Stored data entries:
━━━━━━━━━━━━━━━━━━━━━━━━━━━━━━

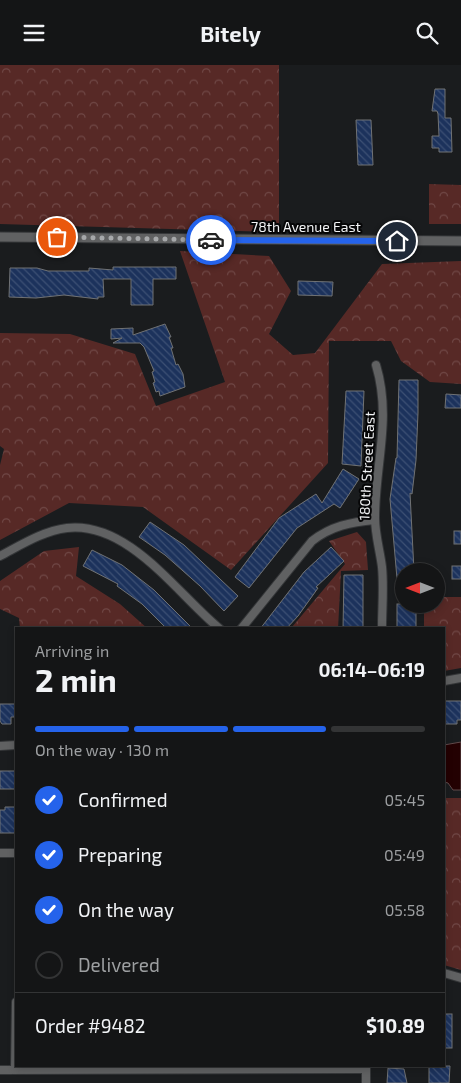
<!DOCTYPE html>
<html lang="en">
<head>
<meta charset="utf-8">
<style>
  body { margin:0; font-family:"Exo 2",sans-serif; background:#212223; color:#f1f3f6; height:100vh; display:flex; flex-direction:column; font-size:19px; white-space:nowrap }
  * { box-sizing:border-box; margin:0 }
  p { font-size:16px; color:#9d9fa1 }
  .icon { flex:none; width:28px; height:28px; fill:none; stroke:currentColor; stroke-width:2; stroke-linecap:round; stroke-linejoin:round }
  .map { position:relative; flex:1; overflow:hidden }
  .panel { position:absolute; left:15px; top:562px; width:430px; height:440px; display:flex; flex-direction:column; background:#141516; border-radius:0px; box-shadow:0 2px 8px #0003,0 0 0 1px #333435 }
  .panel>* { flex:none }
  .needle { width:32px; rotate:270deg }
  .buttons { position:absolute; left:395px; top:498px; display:grid; gap:10px }
  .buttons a { display:grid; place-items:center; width:50px; height:50px; border-radius:50%; background:#141516; box-shadow:0 2px 8px #0003,0 0 0 1px #333435; font-size:25px }
  .pin { position:absolute; display:grid; place-items:center; width:42px; height:42px; color:#fff; margin:-21px; border:2px solid #fff; border-radius:50%; box-shadow:0 1px 5px #0007 }
  .courier { position:absolute; display:grid; place-items:center; width:50px; height:50px; margin:-25px; border:4px solid #2563eb; border-radius:50%; background:#fff; color:#222; box-shadow:0 1px 6px #0007 }
  .overview em { font-style:normal; font-weight:700 }
  .overview div { display:flex; flex-direction:column-reverse }
  .overview { display:flex; align-items:center; justify-content:space-between; height:85px; padding:0 20px }
  h1 { font-size:32px; font-weight:700; line-height:38px }
  .bar { display:grid; grid-template-columns:repeat(4,1fr); gap:8px 5px; align-content:center; height:60px; padding:0 20px }
  .bar i { height:6px; border-radius:4px; background:#333435 }
  .bar .active { background:#2563eb }
  .bar p { grid-column:span 4 }
  .line { display:flex; align-items:center; gap:12px; padding:0 20px; border-top:1px solid #333435 }
  .line div { flex:1 }
  ol { padding:0 20px; list-style:none }
  li { display:flex; align-items:center; gap:15px; height:55px }
  li p { margin-inline-start:auto }
  li .icon { padding:5px; border-radius:50%; background:#2563eb; color:#fff; stroke-width:4 }
  li:last-child { color:#9d9fa1 }
  li i { width:28px; height:28px; border:2px solid #333435; border-radius:50% }
  header { display:flex; justify-content:space-between; align-items:center; height:65px; padding:0 20px; background:#141516; font-size:22px; font-weight:700 }
  .map>svg:first-child { display:block }
  .forest { fill:url(#forest-crowns) }
  .water { fill:#230102; stroke:#614a4b }
  .building { fill:url(#building-back-hatch); stroke:#707274 }
  .lines { fill:none; stroke-linecap:round; stroke-linejoin:round }
  .minor-casing { stroke:#343638; stroke-width:10 }
  .tertiary-casing { stroke:#343638; stroke-width:11 }
  .minor { stroke:#606162; stroke-width:8 }
  .tertiary { stroke:#606162; stroke-width:9 }
  .done { stroke:#a6a8aa; stroke-width:5; stroke-dasharray:0 9 }
  .route { stroke:#2563eb; stroke-width:6 }
  .labels { text-anchor:middle; stroke-width:4; stroke-linejoin:round; paint-order:stroke }
  .street-label { font-size:14px; fill:#f2f3f5; stroke:#060607 }
</style>
</head>
<body>
<header><svg class="icon" aria-label="menu" viewBox="0 0 24 24"><path d="M4 6h16M4 12h16M4 18h16"/></svg>Bitely<svg class="icon" aria-label="search" viewBox="0 0 24 24"><circle cx="10" cy="10" r="6"/><path d="M15 15l6 6"/></svg></header>
<div class="map">
<svg width="461" height="1018" viewBox="0 0 461 1018">
  <defs>
    <pattern id="forest-crowns" width="20" height="18" patternUnits="userSpaceOnUse" patternTransform="scale(1.25)"><rect width="20" height="18" fill="#572926"/><path d="M2 6a3 3 0 1 1 6 0M12 15a3 3 0 1 1 6 0" fill="none" stroke="#704846"/></pattern>
    <pattern id="building-back-hatch" width="6" height="6" patternUnits="userSpaceOnUse" patternTransform="scale(1.25)"><rect width="6" height="6" fill="#1c325c"/><path d="M-1 5l2 2M0 0l6 6M5-1l2 2" fill="none" stroke="#3d5074"/></pattern>
  </defs>
  <rect width="100%" height="100%" fill="#1a1c1e"/>
  <g class="forest">
    <polygon points="0,0 279,0 279,163 272,167 0,159"/>
    <polygon points="429,119 461,120 461,159 429,159"/>
    <polygon points="180,186 269,191 291,226 269,269 293,290 315,288 382,199 461,196 461,319 430,317 401,296 391,276 329,276 328,398 231,505 143,442 69,438 0,475 0,400 4,384 0,381 0,268 70,269 135,289 156,341 225,317"/>
    <polygon points="357,467 366,477 368,505 341,506 338,564 292,562 345,499 329,476"/>
    <polygon points="79,482 76,511 120,539 148,564 20,564 19,553 0,544 0,516 44,486"/>
    <polygon points="436,532 461,532 461,603 444,606 444,564 424,564 424,539 436,539"/>
    <polygon points="444,733 461,733 461,905 444,900"/>
  </g>
  <polygon class="water" points="461,677 461,725 453,725 448,718 444,717 444,680"/>
  <g class="building">
    <polygon points="435,24 445,24 445,53 451,53 452,87 439,87 439,83 432,83 432,71 439,71 438,49 437,46 432,46"/>
    <polygon points="356,55 371,55 373,100 358,100"/>
    <polygon points="113,202 176,202 176,214 153,214 153,240 131,240 131,214 103,214 104,232 98,232 98,234 64,230 36,233 9,232 10,203 37,203 48,206 89,206 89,203 113,205"/>
    <polygon points="298,216 333,217 332,231 298,230"/>
    <polygon points="165,259 171,272 169,272 173,283 171,283 176,300 178,299 183,309 185,322 160,331 159,326 156,327 153,318 155,317 152,307 154,306 144,282 140,278 113,278 122,273 111,274 111,264 133,263 133,270"/>
    <polygon points="399,315 418,315 418,348 416,395 412,429 410,428 414,506 404,506 404,525 398,525 390,434 396,393 397,393"/>
    <polygon points="346,326 364,326 361,401 342,399"/>
    <polygon points="446,329 461,330 461,343 445,343"/>
    <polygon points="343,404 359,414 340,443 334,439 297,463 249,523 235,512 279,453 316,429 322,438"/>
    <polygon points="150,457 184,480 238,531 224,546 200,521 165,490 139,472"/>
    <rect x="454" y="466" width="7" height="13"/>
    <polygon points="331,482 344,496 316,522 318,523 298,551 286,564 260,564 304,507"/>
    <polygon points="92,485 122,500 154,525 193,564 167,564 142,539 117,521 118,519 83,501"/>
    <rect x="452" y="501" width="9" height="13"/>
    <polygon points="344,510 363,510 363,564 343,564"/>
    <rect x="397" y="539" width="19" height="25"/>
    <polygon points="445,636 461,636 461,655 457,655 457,659 445,659"/>
    <polygon points="0,639 16,639 16,652 11,652 11,659 2,659 0,656"/>
    <rect x="0" y="706" width="16" height="18"/>
    <polygon points="5,742 16,742 16,768 0,768 0,745 5,745"/>
    <rect x="444" y="949" width="8" height="34"/>
    <polygon points="429,1001 450,1001 449,1018 429,1018"/>
    <polygon points="388,1003 404,1004 407,1018 387,1018"/>
  </g>
  <g class="lines">
    <g class="minor-casing">
      <g id="minor">
        <path d="M376,300c16,53 -1,99 -1,153 0,16 5,33 7,49 2,20 0,41 0,62"/>
        <path d="M0,491c21,-11 43,-25 67,-28 62,-7 111,67 153,101"/>
        <path d="M241,564l71,-88c19,-15 39,-19 63,-21"/>
        <polyline points="444,616 461,613"/>
        <polyline points="0,681 16,680"/>
        <polyline points="0,788 16,788"/>
        <polyline points="444,908 461,913"/>
        <polyline points="0,1005 366,1004"/>
        <polyline points="15,1005 16,937"/>
        <polyline points="366,1018 366,1001"/>
      </g>
    </g>
    <g class="tertiary-casing">
      <polyline id="tertiary" points="0,172 461,176"/>
    </g>
    <use href="#minor" class="minor"/>
    <use href="#tertiary" class="tertiary"/>
  </g>
  <g class="lines">
    <polyline class="done" points="57,172 211,175"/>
    <polyline class="route" points="211,175 397,176"/>
  </g>
  <g class="labels">
    <g class="street-label">
      <text x="306" y="167">78th Avenue East</text>
      <text transform="translate(367 401) rotate(-87)" y="5">180th Street East</text>
    </g>
  </g>
</svg>
<div class="buttons">
<a><svg class="needle" viewBox="-14 -14 28 28"><path d="M0-13l5 13h-10z" fill="#e53935"/><path d="M0 13l5-13h-10z" fill="#9d9fa1"/></svg></a>
</div>
<div class="pin" style="left:57px;top:172px;background:#ea580c"><svg class="icon" aria-label="bag" viewBox="0 0 24 24"><path d="M5 8h14l-1 12H6zM9 8a3 3 0 0 1 6 0"/></svg></div>
<div class="pin" style="left:397px;top:176px;background:#1f2937"><svg class="icon" aria-label="home" viewBox="0 0 24 24"><path d="M3 11l9-7 9 7M6 9v11h12V9"/></svg></div>
<div class="courier" style="left:211px;top:175px"><svg class="icon" aria-label="car" viewBox="0 0 24 24"><path d="M5 17H2v-5l4-1 3-4h7l3 4 3 1v5h-3M9 17h6M6 11h13"/><circle cx="7" cy="17" r="2"/><circle cx="17" cy="17" r="2"/></svg></div>
<section class="panel">
<div class="overview"><div><h1>2 min</h1><p>Arriving in</p></div><em>06:14–06:19</em></div>
<div class="bar"><i class="active"></i><i class="active"></i><i class="active"></i><i></i><p>On the way · 130 m</p></div>
<ol>
<li><svg class="icon" aria-label="check" viewBox="0 0 24 24"><path d="M5 12l5 5 9-10"/></svg>Confirmed<p>05:45</p></li>
<li><svg class="icon" aria-label="check" viewBox="0 0 24 24"><path d="M5 12l5 5 9-10"/></svg>Preparing<p>05:49</p></li>
<li><svg class="icon" aria-label="check" viewBox="0 0 24 24"><path d="M5 12l5 5 9-10"/></svg>On the way<p>05:58</p></li>
<li><i></i>Delivered</li>
</ol>
<div class="line" style="height:65px"><div>Order #9482</div><b>$10.89</b></div>
</section>
</div>
</body>
</html>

━━━━━━━━━━━━━━━━━━━━━━━━━━━━━━

■ **Brief**: Taking the entries above, write out exactly each line from the one holding "461,725 453,725 448,718" to the one holding "445,24 445,53 451,53", both included, and stop there.

■ **Exercise output**:
  <polygon class="water" points="461,677 461,725 453,725 448,718 444,717 444,680"/>
  <g class="building">
    <polygon points="435,24 445,24 445,53 451,53 452,87 439,87 439,83 432,83 432,71 439,71 438,49 437,46 432,46"/>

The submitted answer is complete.